1. This site uses cookies. By continuing to use this site, you are agreeing to our use of cookies. Learn More.

What to do..

Discussion in 'Coming Out Advice' started by Ididnknow, May 9, 2012.

  1. Ididnknow

    Regular Member

    Joined:
    May 9, 2012
    Messages:
    4
    Likes Received:
    0
    Location:
    California Born
    Gender:
    Male
    Sexual Orientation:
    Straight but curious
    Me and my body are on two different levels.

    I am sexually attracted to men...
    I like the ideal of sex.. (except anal) but right after sex I lose all feelings for my partner and I want them to leave... even though moments ago, before I get off, I was really into them.

    Also, when I think about my future and where I want to be in life I want a wife and a family, kids the whole 9 yards... and I dont know where my sexual partner would fit into that.
    -But I am in noway sexually attracted to girls... ihave to think of men just to get off during sex with girls.

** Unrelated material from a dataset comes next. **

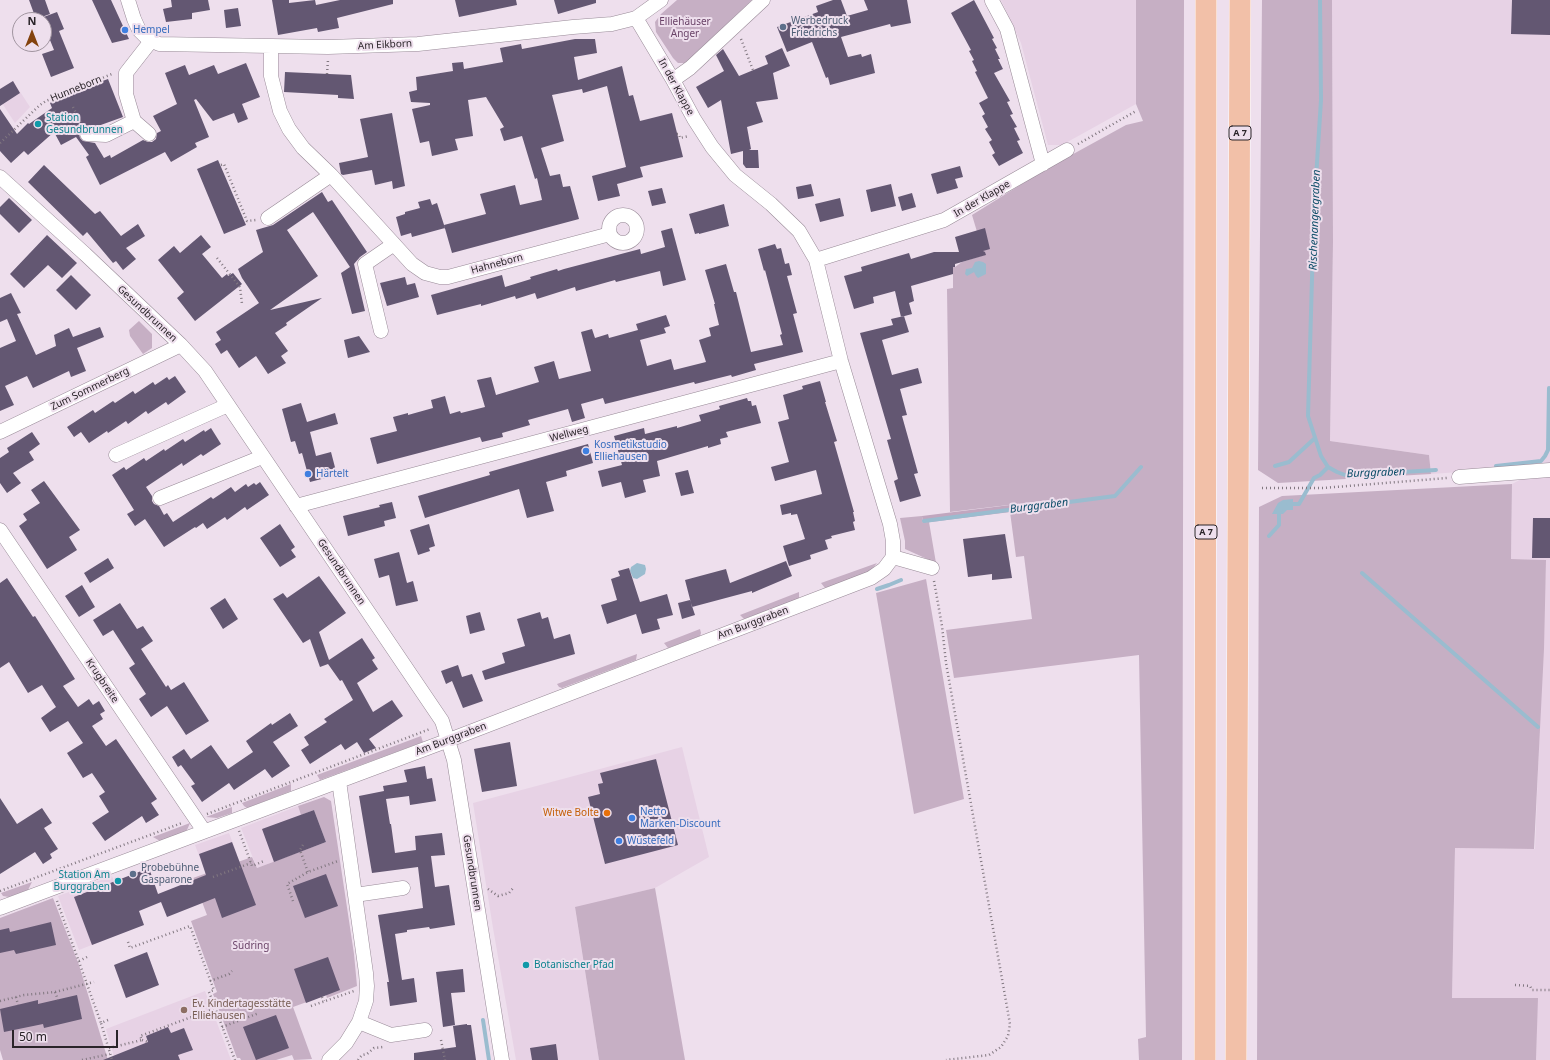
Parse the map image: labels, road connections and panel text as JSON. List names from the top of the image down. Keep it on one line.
{"streets":{"highway":["A 7"],"street":["Am Eikborn","In der Klappe","Hahneborn","Gesundbrunnen","Zum Sommerberg","Wellweg","Am Burggraben","Krugbreite"],"path":["Hunneborn"]},"crossings":[["Am Eikborn","In der Klappe"],["Am Eikborn","Hahneborn"],["In der Klappe","Wellweg"],["In der Klappe","Am Burggraben"],["Gesundbrunnen","Zum Sommerberg"],["Gesundbrunnen","Wellweg"],["Gesundbrunnen","Am Burggraben"],["Am Burggraben","Krugbreite"]],"water":["Rischenangergraben","Burggraben"],"parks":["Elliehäuser Anger","Südring"],"places":["Werbedruck Friedrichs","Hempel","Station Gesundbrunnen","Kosmetikstudio Elliehausen","Härtelt","Witwe Bolte","Netto Marken-Discount","Wüstefeld","Probebühne Gasparone","Station Am Burggraben","Botanischer Pfad","Ev. Kindertagesstätte Elliehausen"],"scale_bar":"50 m","north":"top"}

    It seems like I want one thing and my body wants another :***:
     
  2. Jim1454

    Full Member

    Joined:
    Mar 13, 2007
    Messages:
    7,284
    Likes Received:
    4
    Location:
    Toronto
    Yes - it does seem like that is the case.

    If you don't have an emotional connection to your sexual partner then you ARE going to simply want them to leave when you're done. Just like you turn off the porn once you're finished. It's really the same thing.

    So the question is, why can't you / won't you develop an emotional attachment to the guys you're having sex with? Perhaps because society has conditioned you to think that you shouldn't? That it's wrong?

    Many of us found that we had a physical attraction to guys before we had an emotional attraction. We could deny the emotional attraction longer than we could the more 'primal' physical attraction. But if you allow yourself to feel the emotional attraction it will be there.

    Wanting to have a wife and kids is normal - because that's what we're conditioned to think we should do. That's what I assumed I would do - and I did it. And was miserable.

    I hadn't actually concluded that I was gay. I didn't really have a strong attraction to guys. But eventually (at 35) I couldn't deny that I was gay. I caused a lot of heart ache in the process. And if you're already aware that you're into guys - and have an active sex life with them - they you're already well aware of your sexuality and marriage to a woman wouldn't likely work.

    That's not horrible. It's just different from what you had initially pictured for yourself. But life is like that in almost all respects. Go with the flow and make the most of every situation.